• _Collected data_

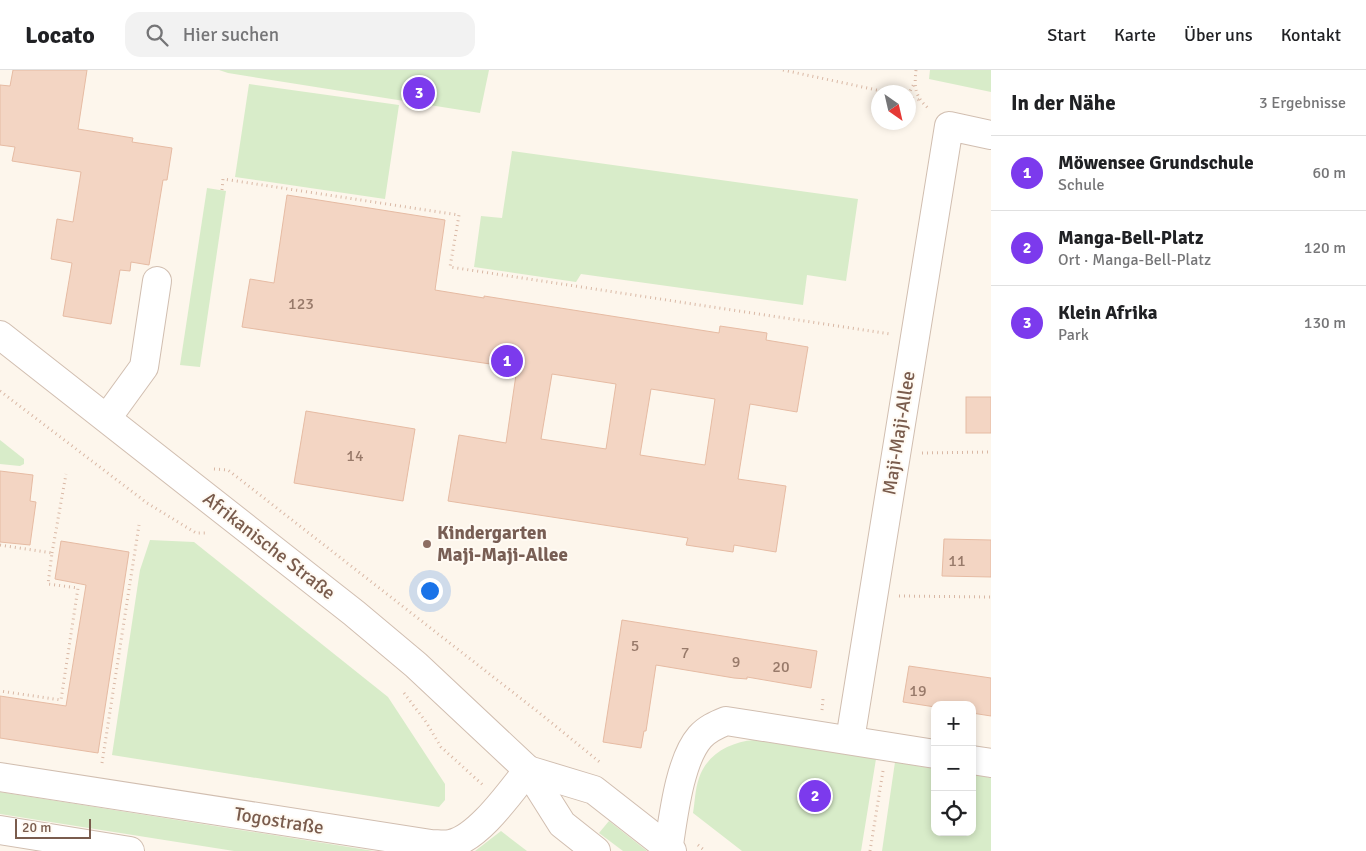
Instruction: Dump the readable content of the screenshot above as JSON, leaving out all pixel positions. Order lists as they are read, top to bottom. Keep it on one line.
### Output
{"streets":{"street":["Maji-Maji-Allee","Afrikanische Straße","Togostraße"]},"crossings":[["Afrikanische Straße","Togostraße"]],"places":["Kindergarten Maji-Maji-Allee"],"house_numbers":["123","14","11","5","7","9","20","19"],"scale_bar":"20 m","north":"bottom right","page":{"header":"Locato","search":"Hier suchen","nav":["Start","Karte","Über uns","Kontakt"],"heading":["In der Nähe","3 Ergebnisse"],"pins":["3","1","2"],"list":[{"mark":"1","name":"Möwensee Grundschule","note":"Schule","value":"60 m"},{"mark":"2","name":"Manga-Bell-Platz","note":"Ort · Manga-Bell-Platz","value":"120 m"},{"mark":"3","name":"Klein Afrika","note":"Park","value":"130 m"}],"map_buttons":["+","−"],"scale":"20 m"}}
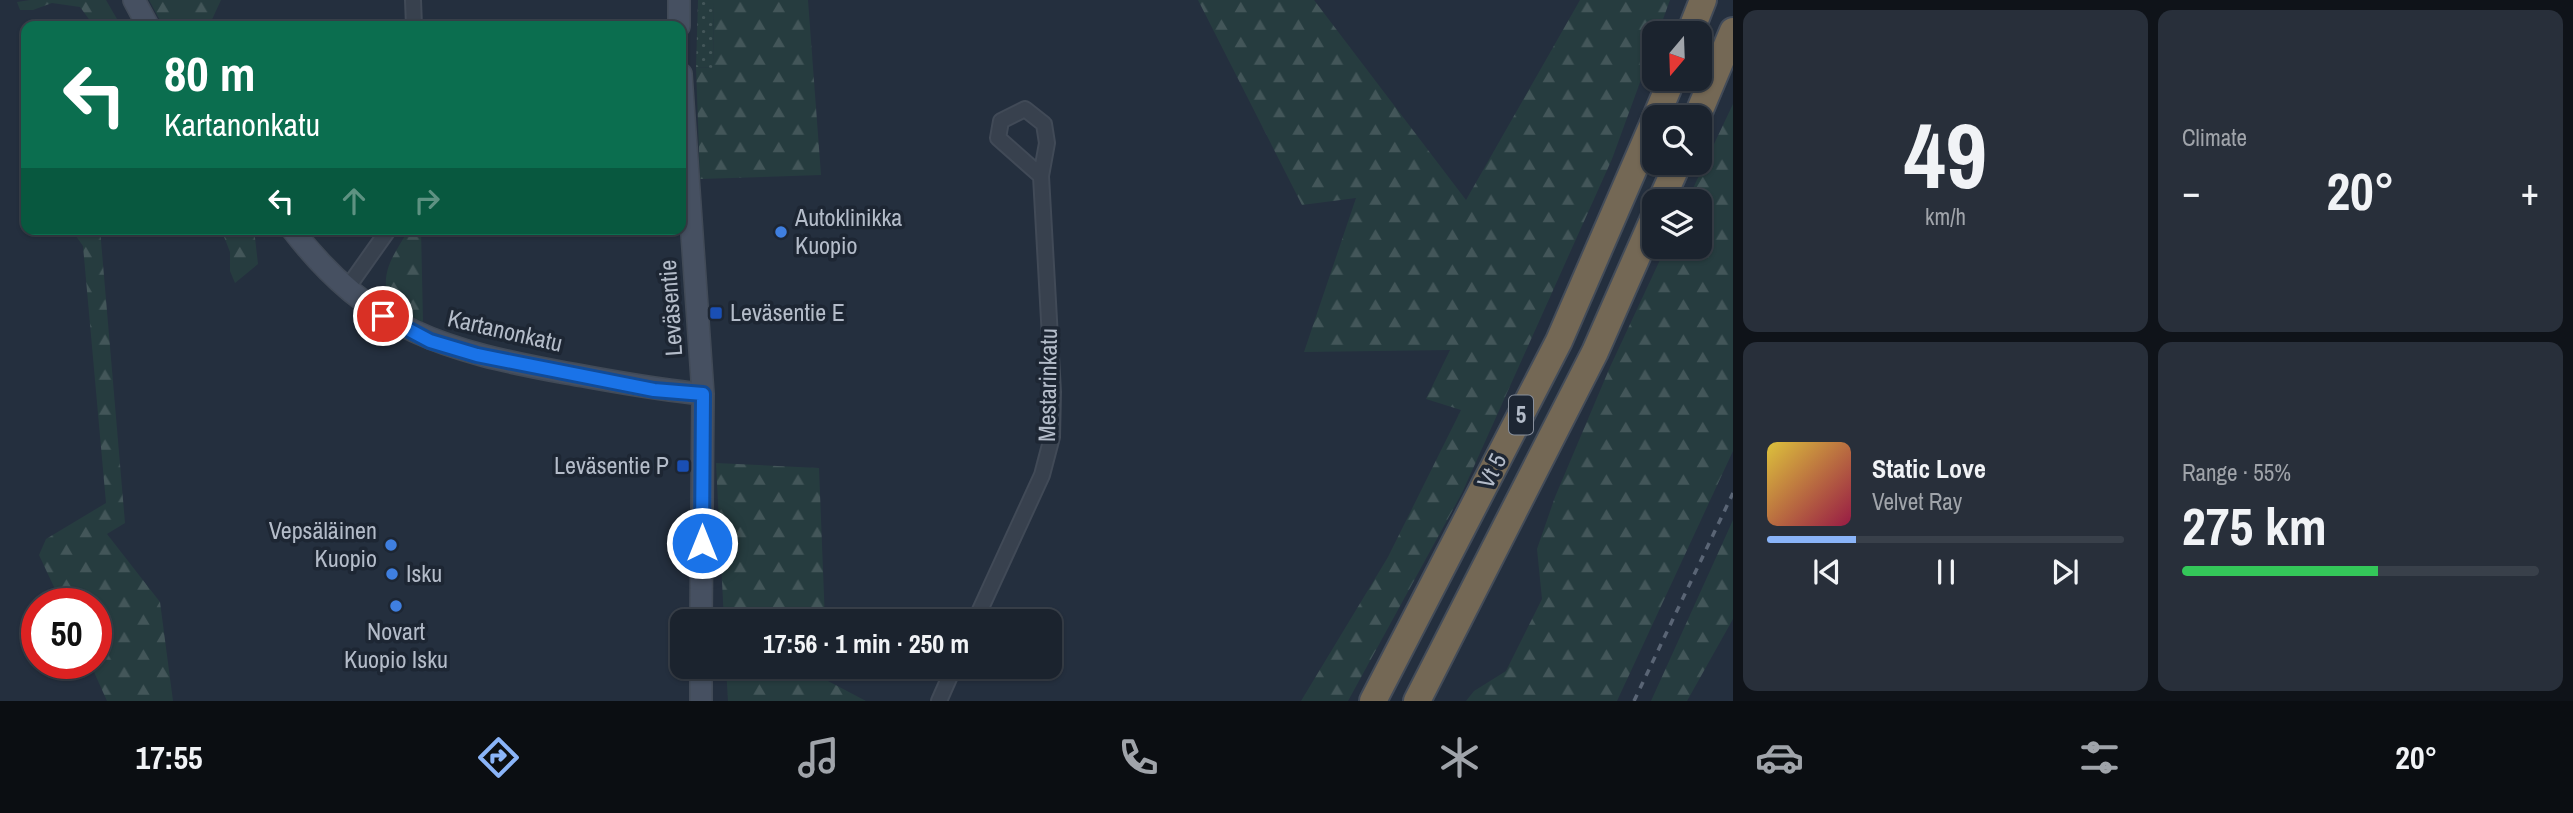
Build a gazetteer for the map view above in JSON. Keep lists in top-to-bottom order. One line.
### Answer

• _EXERCISE DESCRIPTION_
When a line of the records has the word "above", pick it out and copy it.

• _RESPONSE FOR THIS EXERCISE_
Instruction: Dump the readable content of the screenshot above as JSON, leaving out all pixel positions. Order lists as they are read, top to bottom. Keep it on one line.
Build a gazetteer for the map view above in JSON. Keep lists in top-to-bottom order. One line.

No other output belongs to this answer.